Sometimes when we are faced with new information, we can simply fit it into our current schema; this is called assimilation. For example, a student is given a new math problem in class. They use previously learned strategies to try to solve the problem. While the problem is new, the process of solving the problem is something familiar to the student. The new problem fits into their current understanding of the math concept.
Not all new situations fit into our current framework and understanding of the world. In these cases, we may need accommodation, which is expanding the framework of knowledge to accommodate the new situation. If the student solving the math problem could not solve it because they were missing the strategies necessary to find the answer, they would first need to learn these strategies, and then they could solve the problem.
[“Schemas, Assimilation and Accomodation” by Khan Academy is licensed under CC BY-NC-SA 4.0]
Piaget’s Stages of Cognitive Development
Piaget was a psychological constructivist: in his view, learning involves the interplay of assimilation (adjusting new experiences to fit prior concepts) and accommodation (adjusting concepts to fit new experiences). The to-and-fro of these two processes leads not only to short-term learning but also to long-term developmental change. The long-term developments are really the main focus of Piaget’s cognitive theory.

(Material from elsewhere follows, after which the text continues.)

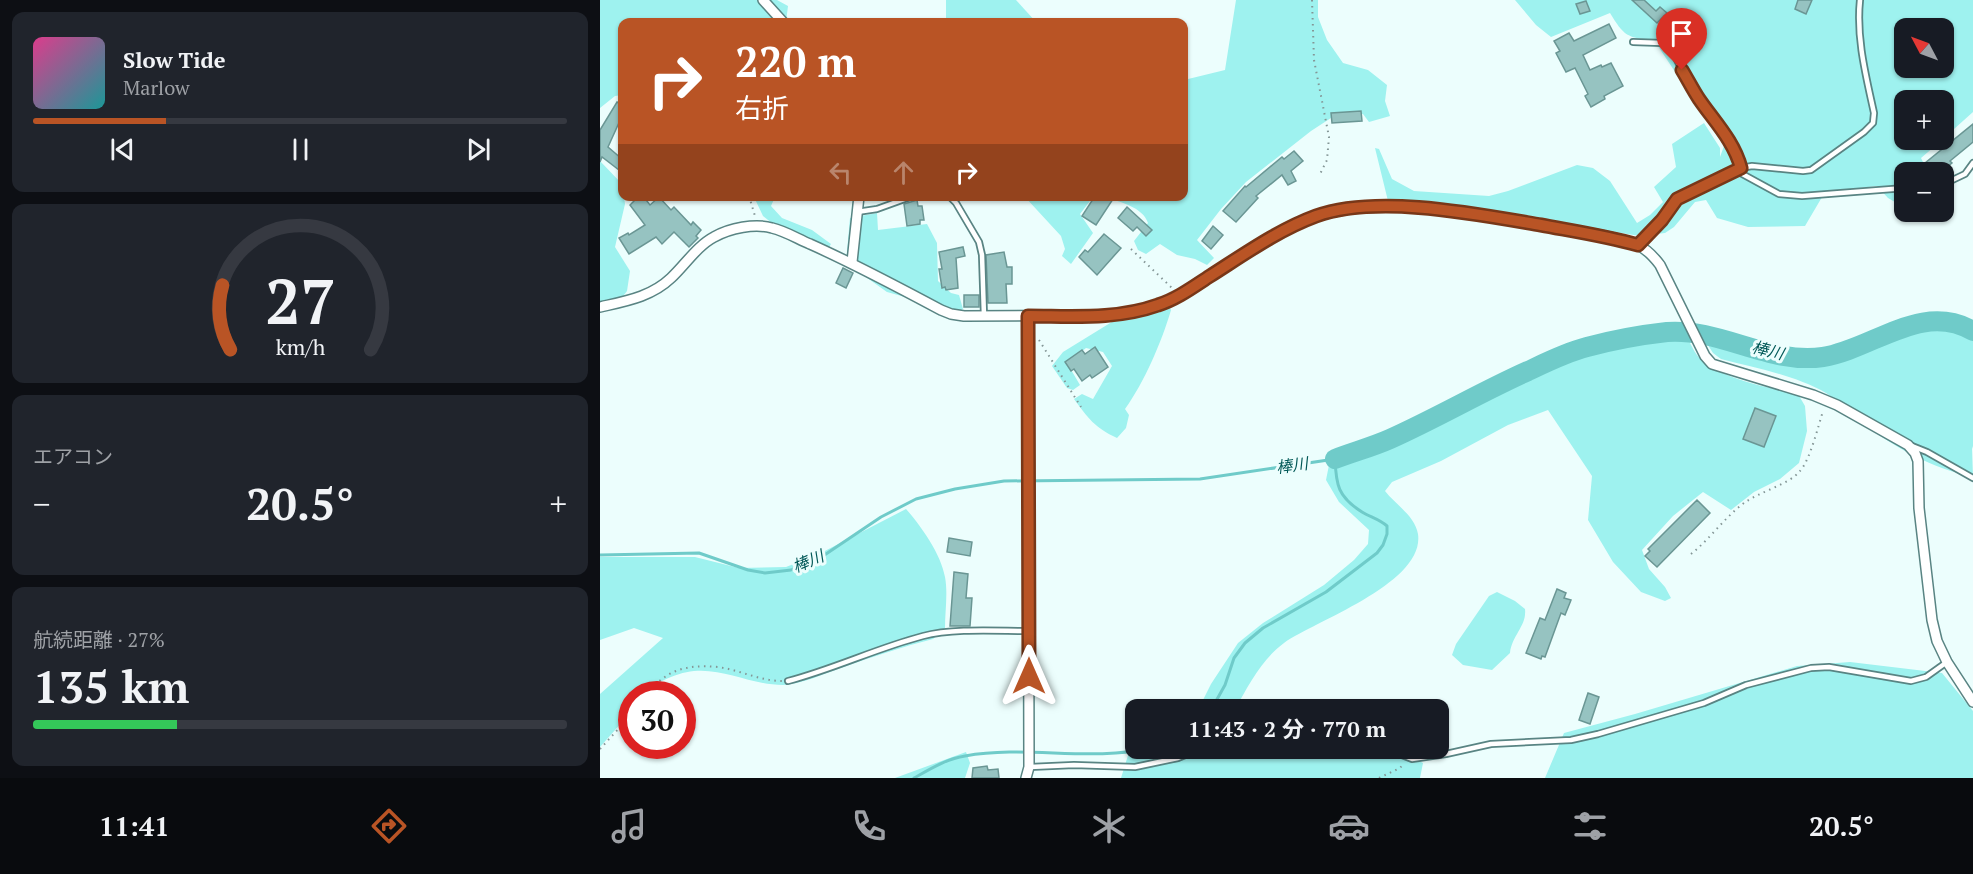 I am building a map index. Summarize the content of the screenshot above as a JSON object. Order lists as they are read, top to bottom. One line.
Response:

After observing children closely, Piaget proposed that cognition developed through distinct stages from birth through the end of adolescence. By stages he meant a sequence of thinking patterns with four key features:
- They always happen in the same order.
- No stage is ever skipped.
- Each stage is a significant transformation of the stage before it.
- Each later stage incorporated the earlier stages into itself.
Piaget proposed four major stages of cognitive development and called them (1) sensorimotor intelligence, (2) preoperational thinking, (3) concrete operational thinking, and (4) formal operational thinking. Each stage is correlated with an age period of childhood, but only approximately.
[“Piaget’s Stages of Cognitive Development” by Khan Academy is licensed under CC BY-NC-SA 4.0]
Sensorimotor Stage
According to Piaget, children are in the sensorimotor stage from birth until the age of 2. This first stage is defined as the period when infants “think” by means of their senses and motor actions. As new parents will attest, infants continually touch, manipulate, look, listen to, and even bite and chew objects. According to Piaget, these actions allow them to learn about the world and are crucial to their early cognitive development.
The infant’s actions allow the child to represent (or construct simple concepts of) objects and events. A toy animal may be just a confusing array of sensations at first. However, by looking, feeling, and manipulating it repeatedly, the child gradually organizes her sensations and actions into a stable concept, a toy animal. The representation acquires a permanence lacking in the individual experiences of the object, which are constantly changing. Because the representation is stable, the child “knows,” or at least believes, that toy animal exists even if the actual toy animal is temporarily out of sight. Piaget called this sense of stability object permanence, a belief that objects exist whether or not they are actually present. It is a major achievement of sensorimotor development, and marks a qualitative transformation in how older infants (24 months) think about experience compared to younger infants (6 months).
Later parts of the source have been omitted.